Hope you have a wonderful night!

Alissa

iVillage Member
Registered: 03-28-2003
In reply to: alissanaz
Sat, 03-27-2004 - 7:33am
Is that a dot com? I want to check it out, too. Sio
iVillage Member
Registered: 05-13-2003
In reply to: alissanaz
Sat, 03-27-2004 - 12:24pm
Here is the link to that site. It is still under construction and I couldn't find where they are located (geographically).

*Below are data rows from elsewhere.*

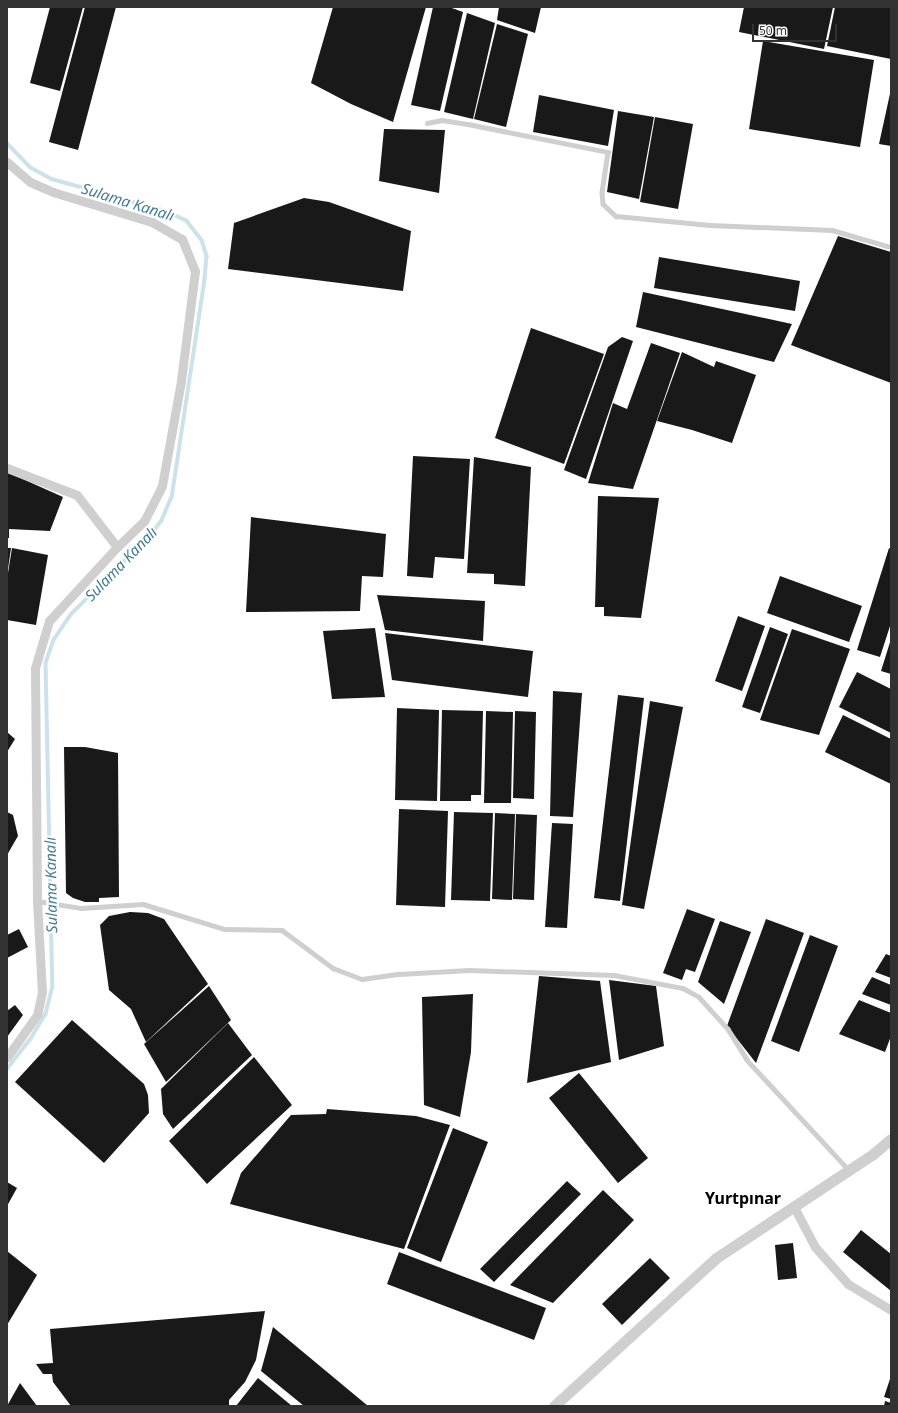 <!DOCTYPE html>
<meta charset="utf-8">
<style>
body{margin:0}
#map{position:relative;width:898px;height:1413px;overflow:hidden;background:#fff;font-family:"Noto Sans",sans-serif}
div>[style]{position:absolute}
.stream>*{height:3.5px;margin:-1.75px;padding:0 1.75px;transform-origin:1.75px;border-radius:1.75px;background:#cce2eb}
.building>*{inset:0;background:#191919}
.service>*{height:4.5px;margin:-2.25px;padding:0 2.25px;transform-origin:2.25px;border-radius:2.25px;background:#cfcfcf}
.minor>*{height:9px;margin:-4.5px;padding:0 4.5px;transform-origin:4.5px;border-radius:4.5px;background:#cfcfcf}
.tertiary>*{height:11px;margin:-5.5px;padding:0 5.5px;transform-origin:5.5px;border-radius:5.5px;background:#cfcfcf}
span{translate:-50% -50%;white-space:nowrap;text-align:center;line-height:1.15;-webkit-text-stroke:4px #fff;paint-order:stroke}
.water-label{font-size:15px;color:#417d94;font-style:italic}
.quarter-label{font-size:16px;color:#000;font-weight:700}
.frame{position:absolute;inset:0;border:8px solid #323232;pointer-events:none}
.scale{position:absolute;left:752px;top:24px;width:85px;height:18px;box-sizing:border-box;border:2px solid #323232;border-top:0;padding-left:5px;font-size:12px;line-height:14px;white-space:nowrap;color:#323232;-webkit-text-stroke:3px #fff;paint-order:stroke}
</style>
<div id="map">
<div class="stream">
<div style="left:7px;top:143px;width:33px;rotate:46deg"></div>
<div style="left:30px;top:167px;width:25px;rotate:29deg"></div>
<div style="left:52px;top:179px;width:118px;rotate:15.7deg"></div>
<div style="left:166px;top:211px;width:23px;rotate:25deg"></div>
<div style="left:187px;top:221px;width:24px;rotate:52deg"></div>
<div style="left:202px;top:240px;width:17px;rotate:73deg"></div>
<div style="left:207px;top:256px;width:24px;rotate:95deg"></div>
<div style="left:205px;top:280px;width:219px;rotate:98.6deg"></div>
<div style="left:172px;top:497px;width:26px;rotate:113deg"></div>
<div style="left:162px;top:521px;width:21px;rotate:129deg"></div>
<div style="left:149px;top:537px;width:110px;rotate:135deg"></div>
<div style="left:71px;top:615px;width:30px;rotate:124deg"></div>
<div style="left:54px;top:640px;width:24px;rotate:109deg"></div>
<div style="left:46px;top:663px;width:323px;rotate:88.8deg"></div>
<div style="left:53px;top:986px;width:29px;rotate:104deg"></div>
<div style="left:46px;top:1014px;width:29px;rotate:121deg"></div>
<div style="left:31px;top:1039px;width:39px;rotate:128deg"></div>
</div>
<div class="building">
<div style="clip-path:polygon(50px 7px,83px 7px,60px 91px,30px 83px)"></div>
<div style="clip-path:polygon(85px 7px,116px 7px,78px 150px,49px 142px)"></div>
<div style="clip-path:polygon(333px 7px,426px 7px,393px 122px,351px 104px,311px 83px)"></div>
<div style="clip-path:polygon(433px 7px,449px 7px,463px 12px,440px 111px,411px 105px)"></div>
<div style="clip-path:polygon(499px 7px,541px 7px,535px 33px,497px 20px)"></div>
<div style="clip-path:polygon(744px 7px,833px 7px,824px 49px,739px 32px)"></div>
<div style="clip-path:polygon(835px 7px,891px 7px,891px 59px,827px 46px)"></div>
<div style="clip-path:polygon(467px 13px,495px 23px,473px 119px,444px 112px)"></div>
<div style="clip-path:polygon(497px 24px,528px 34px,506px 127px,474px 119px)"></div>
<div style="clip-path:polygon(763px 41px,874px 60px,860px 147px,749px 129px)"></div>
<div style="clip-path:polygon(891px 89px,891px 146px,879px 144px)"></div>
<div style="clip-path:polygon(539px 95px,614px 110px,608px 146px,533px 132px)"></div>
<div style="clip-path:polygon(618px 111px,654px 117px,639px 199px,607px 192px)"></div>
<div style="clip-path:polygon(655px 117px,693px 124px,678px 209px,640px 202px)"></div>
<div style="clip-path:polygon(384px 129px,445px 130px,439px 193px,379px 181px)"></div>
<div style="clip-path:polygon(304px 198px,329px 202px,411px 231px,403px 291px,228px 269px,234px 223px)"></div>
<div style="clip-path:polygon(838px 236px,891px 252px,891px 383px,791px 345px)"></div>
<div style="clip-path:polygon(659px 257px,800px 281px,795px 311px,654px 288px)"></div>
<div style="clip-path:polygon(643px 292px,792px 324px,774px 362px,636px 327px)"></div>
<div style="clip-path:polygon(531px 328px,604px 354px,564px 464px,495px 438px)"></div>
<div style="clip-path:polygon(622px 337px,633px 341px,586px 479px,564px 470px,608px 347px)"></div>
<div style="clip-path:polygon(651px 343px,680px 353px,633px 489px,588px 483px,613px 403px,627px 409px)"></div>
<div style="clip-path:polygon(682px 352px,714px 367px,716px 361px,756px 375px,732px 443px,692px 430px,657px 421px)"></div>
<div style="clip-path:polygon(413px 456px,470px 459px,464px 559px,435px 557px,433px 578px,407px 576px)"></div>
<div style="clip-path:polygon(474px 457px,531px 467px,525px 586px,494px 584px,494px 574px,467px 573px)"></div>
<div style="clip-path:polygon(7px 472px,63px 497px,50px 531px,9px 529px,9px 538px,7px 538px)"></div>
<div style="clip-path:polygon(598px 496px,659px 498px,641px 618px,604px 616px,604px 607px,595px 607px)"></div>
<div style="clip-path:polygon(251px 517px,386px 534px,383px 577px,362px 576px,360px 611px,246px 612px)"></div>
<div style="clip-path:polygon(7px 548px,11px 548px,8px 569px,7px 569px)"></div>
<div style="clip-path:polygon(12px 548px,48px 555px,36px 625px,7px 620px,7px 579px)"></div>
<div style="clip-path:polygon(889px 548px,891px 549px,891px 623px,880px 657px,857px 650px)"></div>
<div style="clip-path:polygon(780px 576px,862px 606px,849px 642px,767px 613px)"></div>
<div style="clip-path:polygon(377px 595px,485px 601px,483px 641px,385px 630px)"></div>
<div style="clip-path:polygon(738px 616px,765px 626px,742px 691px,715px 681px)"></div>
<div style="clip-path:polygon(770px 627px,788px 634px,760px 713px,742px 707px)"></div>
<div style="clip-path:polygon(375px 628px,385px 697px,332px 699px,323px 631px)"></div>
<div style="clip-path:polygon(792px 629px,850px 649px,819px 735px,760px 720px)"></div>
<div style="clip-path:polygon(385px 633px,533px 651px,528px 697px,392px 680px)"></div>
<div style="clip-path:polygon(891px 639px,891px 674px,881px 671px)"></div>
<div style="clip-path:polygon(857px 672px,891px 689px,891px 733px,839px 707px)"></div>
<div style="clip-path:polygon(553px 691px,582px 693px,573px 817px,550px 816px)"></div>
<div style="clip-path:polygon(618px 695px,644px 698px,620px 901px,594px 898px)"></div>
<div style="clip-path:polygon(650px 701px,683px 707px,644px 909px,622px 905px)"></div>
<div style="clip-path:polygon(397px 708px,439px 710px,437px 801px,395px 800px)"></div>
<div style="clip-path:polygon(442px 710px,483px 711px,481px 795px,471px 795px,471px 801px,440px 801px)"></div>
<div style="clip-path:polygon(486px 711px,513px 712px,511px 803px,484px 803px)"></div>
<div style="clip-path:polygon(515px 711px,536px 712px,534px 799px,513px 798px)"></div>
<div style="clip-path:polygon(843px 715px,891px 739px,891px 784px,825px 752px)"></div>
<div style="clip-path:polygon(7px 732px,15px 739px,7px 752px)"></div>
<div style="clip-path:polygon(64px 747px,85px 747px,118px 753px,119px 897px,99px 898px,99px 902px,85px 902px,73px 898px,66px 893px)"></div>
<div style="clip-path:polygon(399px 809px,448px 811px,445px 907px,396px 905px)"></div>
<div style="clip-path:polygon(7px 812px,13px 815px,18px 836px,7px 855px)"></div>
<div style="clip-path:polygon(454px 812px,493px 813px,490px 901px,451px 900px)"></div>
<div style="clip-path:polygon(495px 813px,515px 814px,512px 900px,492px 899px)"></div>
<div style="clip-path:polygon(516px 814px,537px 815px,534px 900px,513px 899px)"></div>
<div style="clip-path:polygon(552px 823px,573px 824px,567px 928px,545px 927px)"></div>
<div style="clip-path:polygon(687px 909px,715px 919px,695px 972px,686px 969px,682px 980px,663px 973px)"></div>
<div style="clip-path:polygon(130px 912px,148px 913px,164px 919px,208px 984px,146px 1042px,131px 1009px,109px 990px,100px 925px,109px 916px)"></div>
<div style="clip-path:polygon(766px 919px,804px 933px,756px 1063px,727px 1026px)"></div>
<div style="clip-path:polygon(720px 921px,751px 932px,724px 1004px,698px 982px)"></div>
<div style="clip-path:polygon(19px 929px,28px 947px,7px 958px,7px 935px)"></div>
<div style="clip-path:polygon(810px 935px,838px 946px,799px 1052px,771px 1041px)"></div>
<div style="clip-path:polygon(886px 954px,891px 956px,891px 978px,875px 972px)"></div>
<div style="clip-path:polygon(539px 976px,600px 981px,611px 1062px,527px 1083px)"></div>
<div style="clip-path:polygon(872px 977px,891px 985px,891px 1005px,862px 994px)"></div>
<div style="clip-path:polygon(609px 980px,656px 986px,664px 1046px,619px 1060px)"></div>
<div style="clip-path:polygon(209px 986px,231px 1020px,166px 1082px,144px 1044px)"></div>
<div style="clip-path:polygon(473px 994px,471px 1052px,460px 1117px,424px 1105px,422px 997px)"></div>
<div style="clip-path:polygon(859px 1000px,891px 1013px,891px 1036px,885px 1052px,839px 1034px)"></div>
<div style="clip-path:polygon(15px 1005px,23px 1015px,7px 1037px,7px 1011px)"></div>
<div style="clip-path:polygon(72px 1020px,144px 1084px,148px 1095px,149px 1113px,104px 1163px,15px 1082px)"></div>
<div style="clip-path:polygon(228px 1023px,252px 1055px,173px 1129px,163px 1114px,161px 1089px)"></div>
<div style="clip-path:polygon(254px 1057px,292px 1105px,207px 1184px,169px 1141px)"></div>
<div style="clip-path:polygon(579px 1073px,648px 1158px,618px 1183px,549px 1098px)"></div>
<div style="clip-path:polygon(327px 1109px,416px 1116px,450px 1125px,404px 1249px,230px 1204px,241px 1173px,291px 1115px,326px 1114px)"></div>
<div style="clip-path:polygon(453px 1128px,488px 1142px,441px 1262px,407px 1248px)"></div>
<div style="clip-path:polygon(567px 1181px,581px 1194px,494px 1282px,480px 1269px)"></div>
<div style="clip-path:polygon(7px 1182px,17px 1188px,7px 1206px)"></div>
<div style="clip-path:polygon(603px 1190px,634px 1220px,553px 1303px,510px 1285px)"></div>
<div style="clip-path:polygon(861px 1230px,891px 1254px,891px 1291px,843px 1252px)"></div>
<div style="clip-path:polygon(793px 1243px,797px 1278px,778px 1280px,775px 1245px)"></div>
<div style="clip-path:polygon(7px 1251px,37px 1275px,7px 1325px)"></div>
<div style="clip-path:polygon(399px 1252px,546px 1308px,534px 1340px,387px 1284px)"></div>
<div style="clip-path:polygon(650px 1258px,670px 1278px,622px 1325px,602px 1304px)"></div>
<div style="clip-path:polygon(265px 1311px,256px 1360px,245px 1382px,229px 1400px,229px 1406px,71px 1406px,53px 1382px,52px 1374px,43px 1374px,36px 1364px,53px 1363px,50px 1329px)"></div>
<div style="clip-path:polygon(273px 1327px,368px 1406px,304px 1406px,261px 1371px)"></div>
<div style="clip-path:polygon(891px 1376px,891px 1399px,884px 1397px)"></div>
<div style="clip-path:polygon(258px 1378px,292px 1406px,236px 1406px)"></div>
<div style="clip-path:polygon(20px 1383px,37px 1406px,7px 1406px)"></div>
<div style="clip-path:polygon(885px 1401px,891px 1403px,891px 1406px,884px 1406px)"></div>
</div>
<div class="service">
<div style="left:427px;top:123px;width:15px;rotate:-11deg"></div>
<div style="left:442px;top:120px;width:26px;rotate:9deg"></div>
<div style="left:468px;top:124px;width:143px;rotate:11.3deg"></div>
<div style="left:608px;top:152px;width:40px;rotate:98.5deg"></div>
<div style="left:602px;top:192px;width:12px;rotate:85deg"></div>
<div style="left:603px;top:204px;width:18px;rotate:43deg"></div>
<div style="left:616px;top:216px;width:94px;rotate:5.5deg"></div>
<div style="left:710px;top:225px;width:122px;rotate:2.3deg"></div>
<div style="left:832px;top:230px;width:61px;rotate:16.1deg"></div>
<div style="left:37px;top:901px;width:45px;rotate:9deg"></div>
<div style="left:81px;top:908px;width:62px;rotate:-3.7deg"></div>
<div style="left:143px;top:904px;width:86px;rotate:17deg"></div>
<div style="left:225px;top:929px;width:57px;rotate:1deg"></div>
<div style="left:282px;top:930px;width:64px;rotate:36.7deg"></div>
<div style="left:333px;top:968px;width:31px;rotate:21deg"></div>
<div style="left:362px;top:979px;width:37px;rotate:-8deg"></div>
<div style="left:399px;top:974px;width:70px;rotate:-3.3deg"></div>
<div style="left:469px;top:970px;width:145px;rotate:2deg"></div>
<div style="left:614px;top:975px;width:70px;rotate:10.7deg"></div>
<div style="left:683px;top:988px;width:18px;rotate:29deg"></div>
<div style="left:699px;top:997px;width:43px;rotate:47.8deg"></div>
<div style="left:728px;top:1029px;width:36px;rotate:58deg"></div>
<div style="left:747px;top:1060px;width:150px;rotate:47.2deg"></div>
</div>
<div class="minor">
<div style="left:7px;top:162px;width:30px;rotate:41deg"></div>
<div style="left:30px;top:182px;width:25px;rotate:23deg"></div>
<div style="left:53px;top:192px;width:103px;rotate:16.9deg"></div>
<div style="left:152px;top:222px;width:34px;rotate:30deg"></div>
<div style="left:182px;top:239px;width:35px;rotate:68deg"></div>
<div style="left:195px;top:271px;width:111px;rotate:97.3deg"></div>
<div style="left:181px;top:381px;width:107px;rotate:100.3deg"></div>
<div style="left:162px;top:486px;width:39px;rotate:117deg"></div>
<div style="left:144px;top:521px;width:37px;rotate:136deg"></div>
<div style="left:117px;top:547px;width:100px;rotate:132.6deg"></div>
<div style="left:49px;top:621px;width:49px;rotate:106.6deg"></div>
<div style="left:35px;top:668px;width:233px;rotate:89.5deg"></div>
<div style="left:37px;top:901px;width:91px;rotate:86.9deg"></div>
<div style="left:42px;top:992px;width:24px;rotate:102deg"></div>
<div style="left:37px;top:1015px;width:52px;rotate:125.5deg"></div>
<div style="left:7px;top:468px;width:75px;rotate:21.1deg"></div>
<div style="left:77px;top:495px;width:66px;rotate:52.4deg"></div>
<div style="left:794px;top:1207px;width:45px;rotate:62.3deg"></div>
<div style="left:815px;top:1247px;width:50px;rotate:48.3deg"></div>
<div style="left:848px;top:1284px;width:50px;rotate:31.2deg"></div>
</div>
<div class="tertiary">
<div style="left:554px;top:1406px;width:219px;rotate:-42.4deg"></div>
<div style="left:716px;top:1258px;width:188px;rotate:-33.5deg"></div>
<div style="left:873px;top:1154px;width:23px;rotate:-40deg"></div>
</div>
<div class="water-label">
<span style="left:128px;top:202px;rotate:17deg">Sulama Kanalı</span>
<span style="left:121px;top:564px;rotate:-46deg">Sulama Kanalı</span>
<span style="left:51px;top:885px;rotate:-91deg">Sulama Kanalı</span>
</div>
<div class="quarter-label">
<span style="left:743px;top:1198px">Yurtpınar</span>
</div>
<div class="frame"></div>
<div class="scale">50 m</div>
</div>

http://members.rogers.com/bethkingston/



iVillage Member
Registered: 03-24-2004
In reply to: alissanaz
Sun, 03-28-2004 - 1:33pm
Thank you for the link. I can't wait to see the poems and things girls post once the construction is complete. Also, I looked at the article you suggested. Thanks for that as well!

Alissa

iVillage Member
Registered: 03-28-2003
In reply to: alissanaz
Sun, 03-28-2004 - 2:32pm
Courtney, if you don't mind, could you post this on the general discussion board? Our ladies are of such a wide age range, some of the older ones would love this sight!!!

Thanks,

Sio

iVillage Member
Registered: 05-13-2003
In reply to: alissanaz
Tue, 03-30-2004 - 11:48am
Hi Alissa,

The coping mechanisms that Paige has taught herself are good and bad, so I wouldn't want to suggest them. They are good because she is realizing that she does need to do things to register and process information without having a meltdown. A meltdown in her case being, giving up and zoning out or chewing on something to the point of destruction. So, at school she will do something the teacher called vocalizing when she is presented with something new or difficult. From what I understand, it isn't disruptive to the class...she is talking quietly to herself. Her teacher says that it sounds like she is calling up information she has learned in the past and saying it aloud to try and tie it into what she is learning now. The weird thing is that the information she is calling up really has nothing to do with what the new material is...but it's her way of coping with that anxiety and from our view...it's better than what she was doing before. Now that we have the dx, she will, I hope, be taught some things that will help her cope by the autism specialist. I'm waiting for the report from the psychologist and then we can get an IST meeting going. I'm excited to see what they are going to do for her and I can't wait for her to get started.

I know she is trying so hard right now to fit in. Just with the things she says to me when she comes home from school. Lately it's, "mom, if I was a boy, do you think so and so (two boys who tease her) would like me?" or "I'm kind of boyish, huh mom?" She wants to know what "boy" things she could do to make the boys like her. It's really hard to get her to understand.

~Courtney

iVillage Member
Registered: 03-24-2004
In reply to: alissanaz
Sat, 04-03-2004 - 11:24am
Hello again. Sorry it has taken me so long to get back with you. Thank you for letting me know what Paige is doing to help herself adjust. I can understand how it may seem like a good and bad thing. Lauryn does a lot of vocalizing herself, however when she feels anxious or confused she starts barking. I think I would prefer the talking! :)

I'm excited for you for your upcoming meeting. I hope it goes very well and you are able to achieve the things you'd like to see happen to help Paige. Please let me know if I can help at all.

Gosh I hate to see these kids struggling with fitting in! Lauryn has been on the outs most of the year. One thing I am looking into right now is Social Scripts. They are ways to teach the kids how to communicate and understand their peers. I'll get a website for you a bit later.